The top 10 publication titles with influence are shown in Table 3. The Journal of Business Ethics, Journal of Cleaner Production, and Journal of Banking and Finance ranked the top three in the total number of references.
The top 10 authors with influence are shown in Table 4. Derwall, Scholtens, and Koedijk ranked the top three in the total number of references.
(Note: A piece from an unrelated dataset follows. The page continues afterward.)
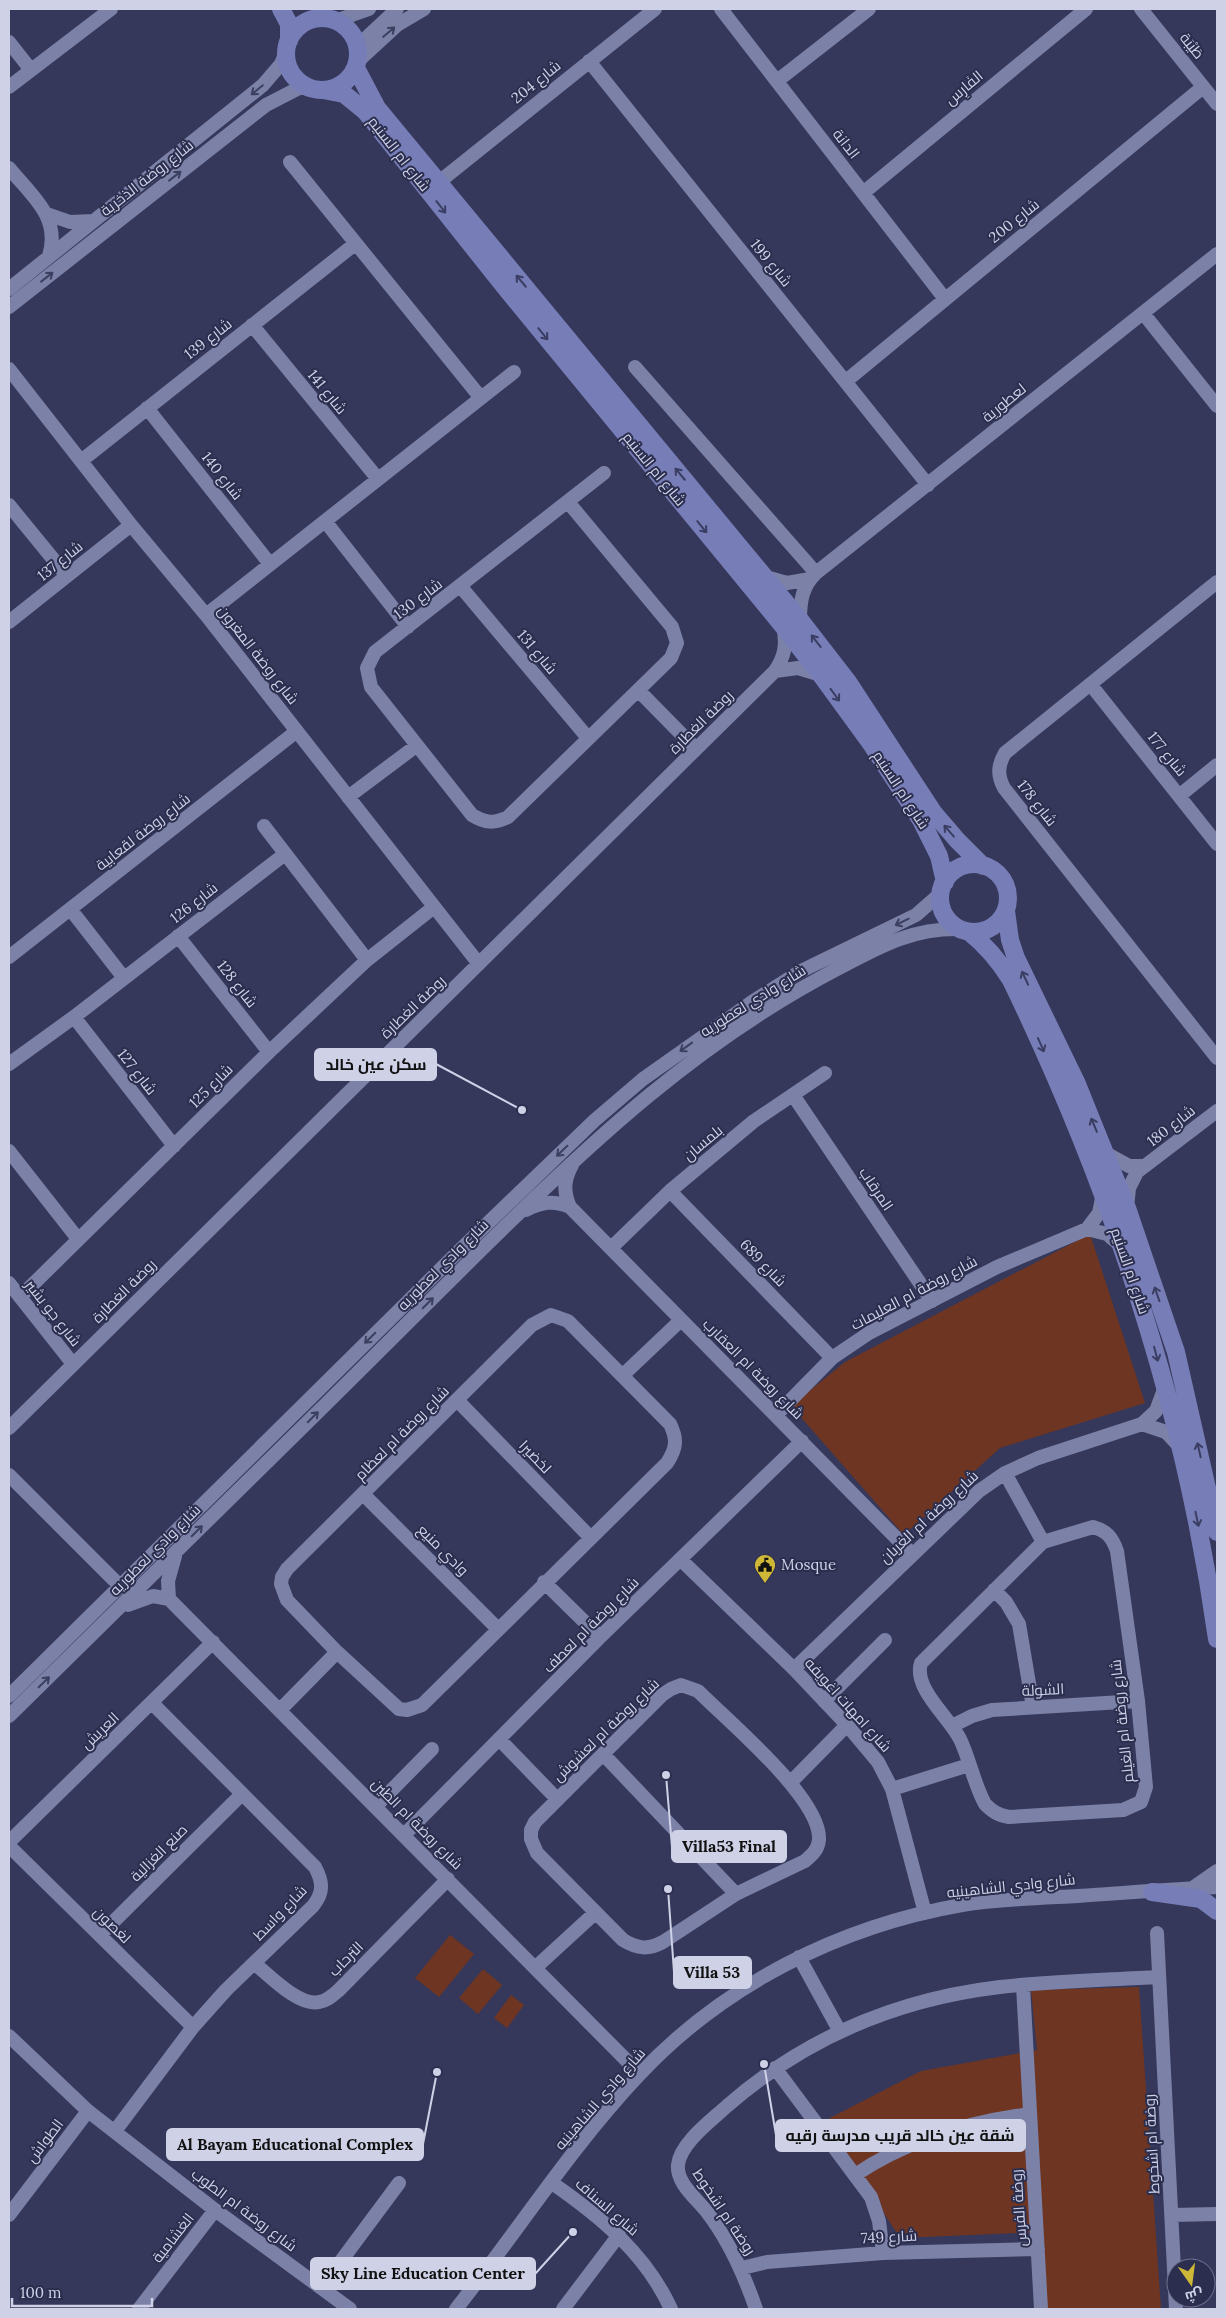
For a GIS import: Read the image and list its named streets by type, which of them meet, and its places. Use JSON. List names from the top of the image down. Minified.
{"streets":{"main road":["شارع ام السنيم"],"street":["طَيْبَة","شارع 204","الفَارِس","الدانة","شارع روضة الذخرية","شارع 200","شارع 199","شارع 139","شارع 141","لعطورية","شارع 140","شارع 137","شارع 130","شارع 131","شارع روضة المغرون","روضة الغطارة","شارع 177","شارع 178","شارع روضة لقعابية","شارع 126","شارع 128","شارع وادي لعطوريه","شارع 127","شارع 125","شارع 180","بلمسان","المرقاب","شارع 689","شارع روضة ام العليمات","شارع جو بشير","شارع روضة ام العقارب","شارع روضة ام لعظام","لخضيرا","شارع روضة ام الغربان","وادي منيع","شارع روضة ام لعطف","الشولة","شارع امهات اغويفه","شارع روضة ام الغيلم","شارع روضة ام لعشوش","العريش","شارع روضة ام الطين","صنع الغزالية","شارع وادي الشاهينيه","شارع واسط","لغصون","الترحاب","الطواش","روضة ام اشخوط","شارع السناف","روضة الفرس","شارع روضة ام الطوب","شارع 749","الغشامية"]},"crossings":[["طَيْبَة","شارع 200"],["شارع 204","شارع ام السنيم"],["شارع 204","شارع 199"],["الفَارِس","الدانة"],["الدانة","شارع 200"],["شارع ام السنيم","شارع روضة الذخرية"],["شارع ام السنيم","لعطورية"],["شارع ام السنيم","روضة الغطارة"],["شارع ام السنيم","شارع وادي لعطوريه"],["شارع ام السنيم","شارع 180"],["شارع 200","شارع 199"],["شارع 199","لعطورية"],["شارع 139","شارع 141"],["شارع 139","شارع 140"],["شارع 139","شارع روضة المغرون"],["شارع 137","شارع روضة المغرون"],["شارع 130","شارع 131"],["شارع روضة المغرون","روضة الغطارة"],["شارع روضة المغرون","شارع روضة لقعابية"],["شارع روضة المغرون","شارع 125"],["روضة الغطارة","شارع جو بشير"],["شارع 177","شارع 178"],["شارع 126","شارع 128"],["شارع 126","شارع 127"],["شارع 128","شارع 125"],["شارع 127","شارع 125"],["شارع 125","شارع جو بشير"],["بلمسان","المرقاب"],["بلمسان","شارع 689"],["بلمسان","شارع روضة ام العقارب"],["المرقاب","شارع روضة ام العليمات"],["شارع 689","شارع روضة ام العليمات"],["شارع روضة ام العليمات","شارع روضة ام العقارب"],["شارع روضة ام العقارب","شارع روضة ام الغربان"],["شارع روضة ام العقارب","شارع روضة ام لعطف"],["شارع روضة ام لعظام","لخضيرا"],["شارع روضة ام لعظام","وادي منيع"],["شارع روضة ام الغربان","شارع امهات اغويفه"],["شارع روضة ام لعطف","شارع امهات اغويفه"],["شارع روضة ام لعطف","شارع روضة ام لعشوش"],["شارع روضة ام لعطف","شارع روضة ام الطين"],["الشولة","شارع روضة ام الغيلم"],["شارع امهات اغويفه","شارع وادي الشاهينيه"],["العريش","شارع روضة ام الطين"],["العريش","شارع واسط"],["شارع روضة ام الطين","شارع وادي الشاهينيه"],["شارع روضة ام الطين","الترحاب"],["صنع الغزالية","شارع واسط"],["صنع الغزالية","لغصون"],["شارع وادي الشاهينيه","شارع السناف"],["شارع واسط","لغصون"],["شارع واسط","الترحاب"],["شارع واسط","شارع روضة ام الطوب"],["الطواش","شارع روضة ام الطوب"],["روضة ام اشخوط","روضة الفرس"],["روضة ام اشخوط","شارع 749"],["روضة الفرس","شارع 749"],["شارع روضة ام الطوب","الغشامية"]],"places":{"other":["سكن عين خالد","Villa53 Final","Villa 53","شقة عين خالد قريب مدرسة رقيه","Al Bayam Educational Complex","Sky Line Education Center"],"public building":["Mosque"]},"scale_bar":"100 m","north":"bottom"}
3.5. Keyword Co-Occurrence Analysis

The knowledge map of keyword co-occurrences can suggest hot topics [12]. The keyword co-occurrence network is shown in Figure 7. Hot keywords include “socially responsible investment”, “climate change”, “corporate social responsibility”, “green finance”, “carbon credits”, and “renewable energy”.

3.6. Co-Citation Analysis

The co-citation map of references estimated the scientific relevance of publications [27]. A timeline visualization in CiteSpace depicts clusters along with horizontal timelines. The clusters are arranged vertically in descending order of size. Below each timeline, the three most cited references in a particular year are displayed [15].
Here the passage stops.